There is nothing quite like a week away with a bunch of mostly strangers. You have to get to know each other very quickly, friendships and alliances are formed and re-formed, in-jokes abound, and much much fun is had.
Read on if you can handle the Alison Hannigan in-joke vibes... Or just skip to the bottom to read about the night I slept with 12 teenage boys.
What’s Choir School?
The Royal School of Church Music (RSCM)is an international body of which individuals and Church Choirs can become members, enabling access to music libraries, special events, and other choral-y stuff. Once a year, choristers aged between 10 and 19 from all over NZ (but mostly Welly) converge on a boarding school for a week of singing and learning, culminating in a final service, where the parents come to see their little poppets singing their hearts out to glorify God and stuff. Everyone runs around madly after the service, trying to score a hug from their crush, getting email addresses, and taking photos.

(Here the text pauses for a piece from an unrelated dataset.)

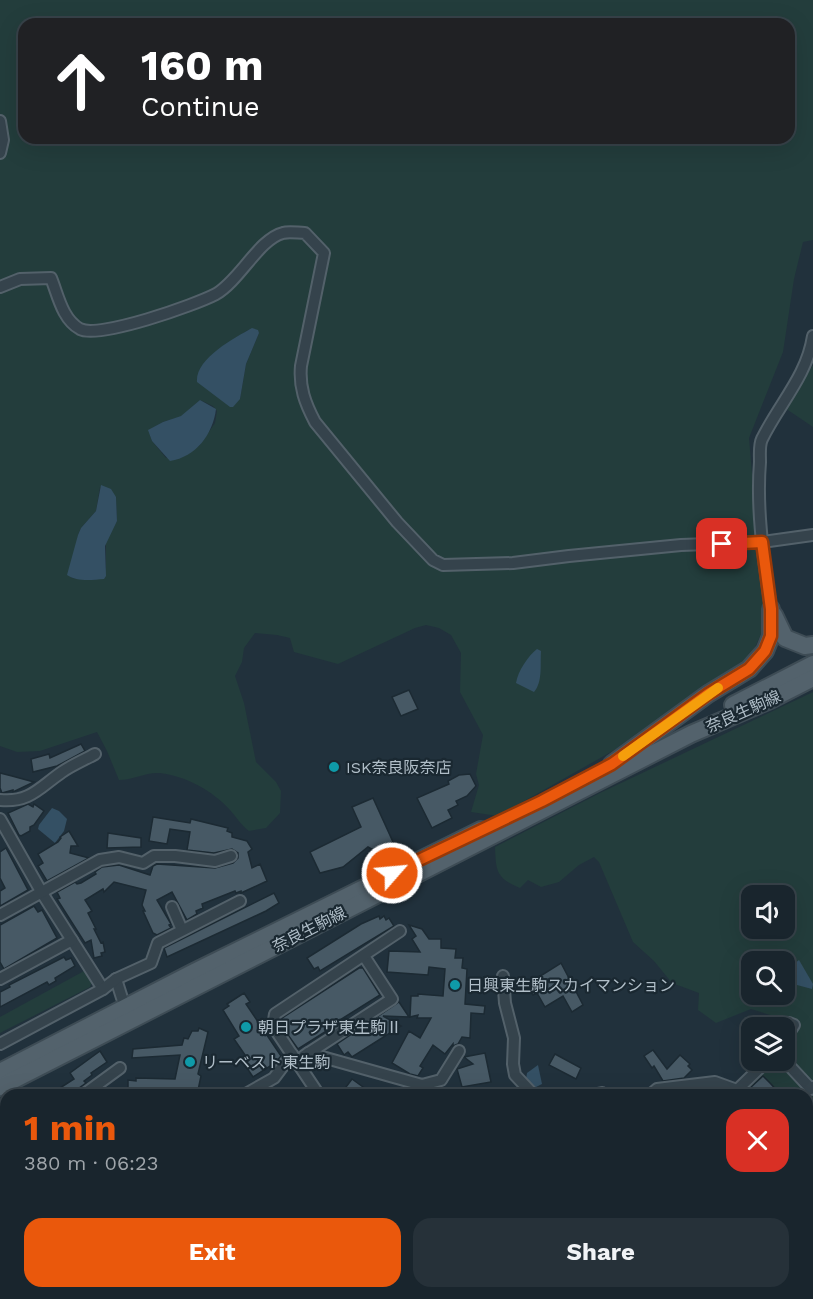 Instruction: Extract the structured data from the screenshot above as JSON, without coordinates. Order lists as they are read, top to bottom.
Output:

Eventually the parents leave with their children talking up a storm about "du-bah-dauh!" and how things were "awwwwesome" until they fall asleep in the back seat and dream of the next Winter Choir School.
Harry Potter anyone?
The choir school was held at Wairarapa College in Masterton. I and the other staff had our own rooms but the kids were divided by age and gender into 14 bed dorms. The choristers are also divided into Houses by auditioning them to see where their voices are at. I was officially staff, so didn’t have to audition. When I sang, I was in Byrd. Mostly Alto with a bit of Tenor when they needed me.
Lilburn = young undeveloped voices (mostly wee boys and girls up to about 11 years old) Led by Helen Willberg.
Stanford = Sopranos (girls) and Trebles (boys) that do not yet have mature voices, and are usually 11-13ish, and boys with broken voices that sing Alto. Led by Alison Stewart.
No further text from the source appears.